Conte in Senato: i 5 punti della riapertura | Video

Conte in Senato chiarisce i 5 punti essenziali per la ripartenza dell’Italia specificando che l’app di tracciamento non sarà su base obbligatoria.

Conte in Senato spiega come si procederà nella fase 2 dell’emergenza Coronavirus. Il presidente del Consiglio chiarisce quelli che saranno i punti del decreto legge che dovrebbe essere varato entro la fine della settimana.

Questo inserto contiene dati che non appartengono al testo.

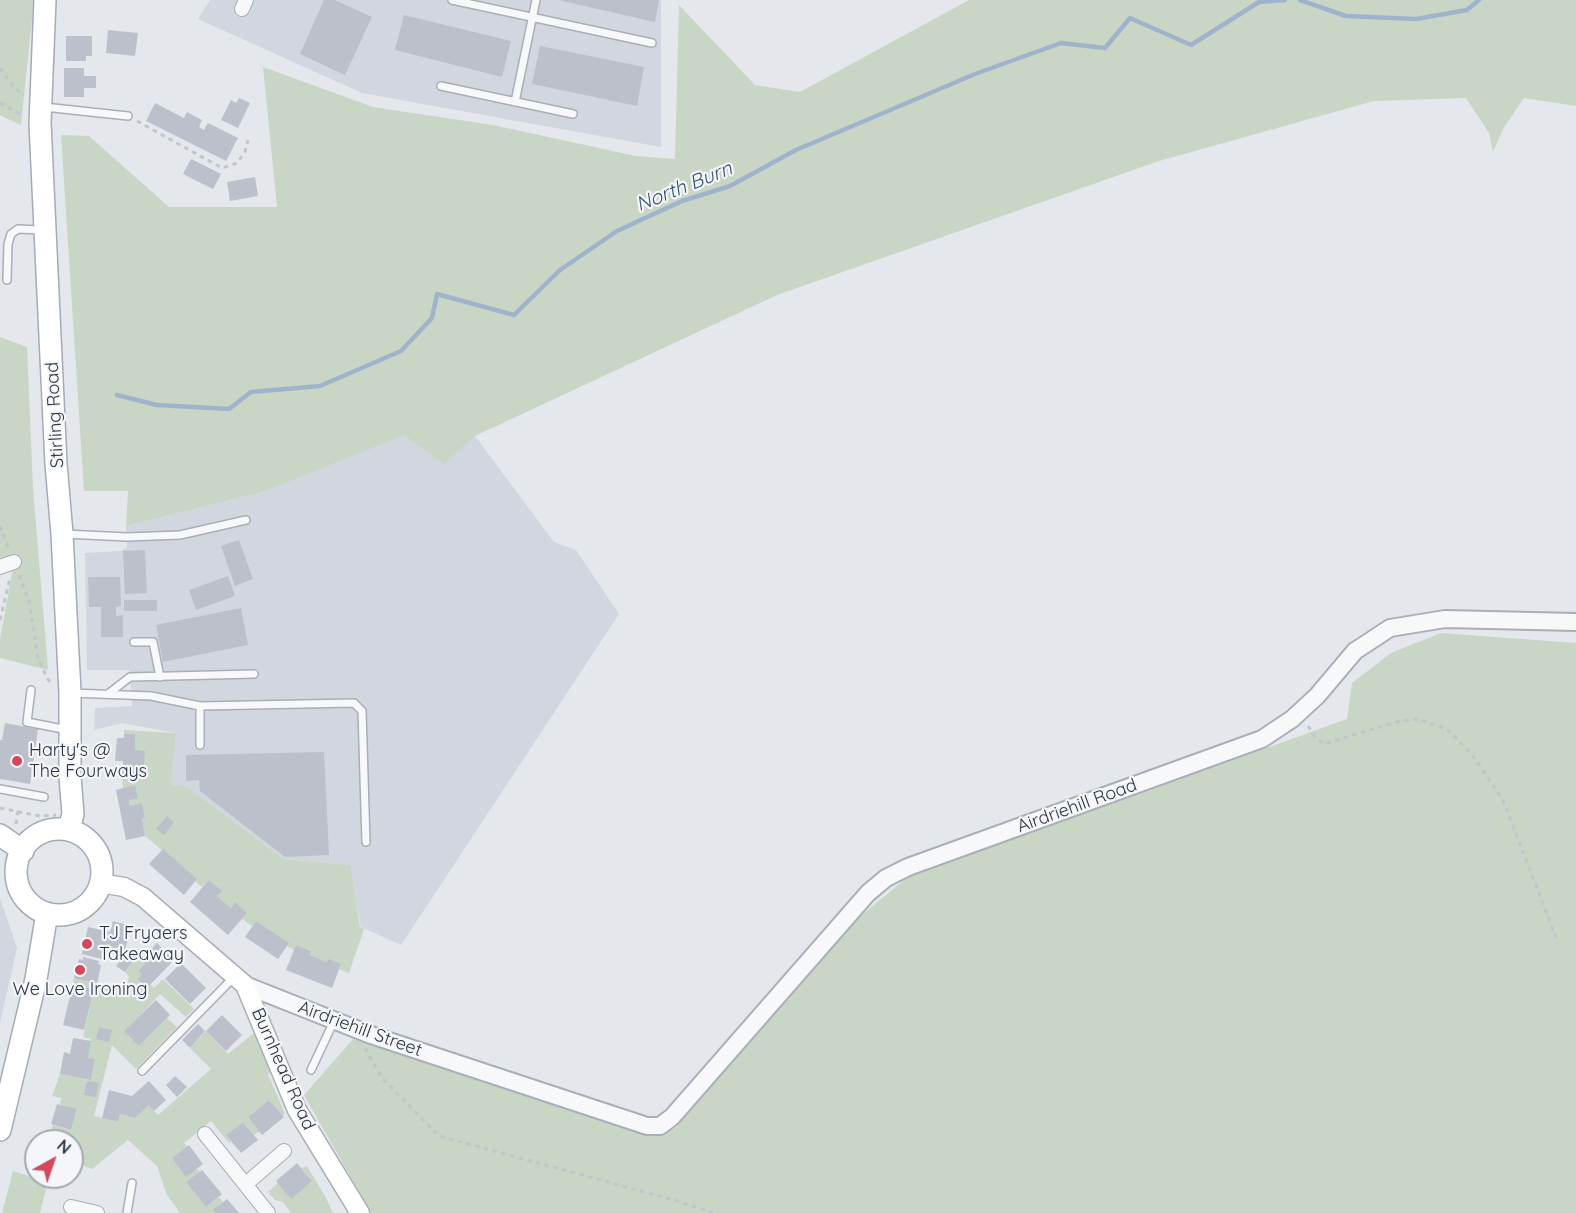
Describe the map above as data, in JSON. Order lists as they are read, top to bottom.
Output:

I 5 punti della ripartenza di Conte

Il premier, Giuseppe Conte chiarisce la strategia del governo per la riapertura dell’Italia riassumendola in 5 punti fondamentali:

1)Mantenere e far rispettare a tutti i livelli le misure per il distanziamento sociale e promuovere l’utilizzo diffuso dei dispositivi di protezione individuale fino a quando non saranno disponibili una specifica terapia e un vaccino per il coronavirus

2) Rafforzare le reti sanitarie del territorio come arma principale per combattere il virus (su questo punto il governo vuol favorire il rafforzamento di tutti i servizi di prevenzione con particolare attenzione a case di cura e residenze sanitarie per anziani)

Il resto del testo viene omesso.